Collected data

----

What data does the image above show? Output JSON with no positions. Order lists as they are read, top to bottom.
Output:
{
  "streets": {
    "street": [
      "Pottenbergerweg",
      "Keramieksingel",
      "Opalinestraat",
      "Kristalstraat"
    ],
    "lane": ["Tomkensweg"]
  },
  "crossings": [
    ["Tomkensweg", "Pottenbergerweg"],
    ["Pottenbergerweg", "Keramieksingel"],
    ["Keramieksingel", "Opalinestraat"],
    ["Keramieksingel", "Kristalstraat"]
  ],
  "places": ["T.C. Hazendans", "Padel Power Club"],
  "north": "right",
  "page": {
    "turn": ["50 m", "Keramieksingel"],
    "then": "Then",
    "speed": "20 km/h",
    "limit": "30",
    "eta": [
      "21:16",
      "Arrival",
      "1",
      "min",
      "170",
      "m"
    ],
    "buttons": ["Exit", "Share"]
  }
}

----

## What is needed
Every line of the records above needs to be given again exactly.

## Task output
What data does the image above show? Output JSON with no positions. Order lists as they are read, top to bottom.
Output:
{
  "streets": {
    "street": [
      "Pottenbergerweg",
      "Keramieksingel",
      "Opalinestraat",
      "Kristalstraat"
    ],
    "lane": ["Tomkensweg"]
  },
  "crossings": [
    ["Tomkensweg", "Pottenbergerweg"],
    ["Pottenbergerweg", "Keramieksingel"],
    ["Keramieksingel", "Opalinestraat"],
    ["Keramieksingel", "Kristalstraat"]
  ],
  "places": ["T.C. Hazendans", "Padel Power Club"],
  "north": "right",
  "page": {
    "turn": ["50 m", "Keramieksingel"],
    "then": "Then",
    "speed": "20 km/h",
    "limit": "30",
    "eta": [
      "21:16",
      "Arrival",
      "1",
      "min",
      "170",
      "m"
    ],
    "buttons": ["Exit", "Share"]
  }
}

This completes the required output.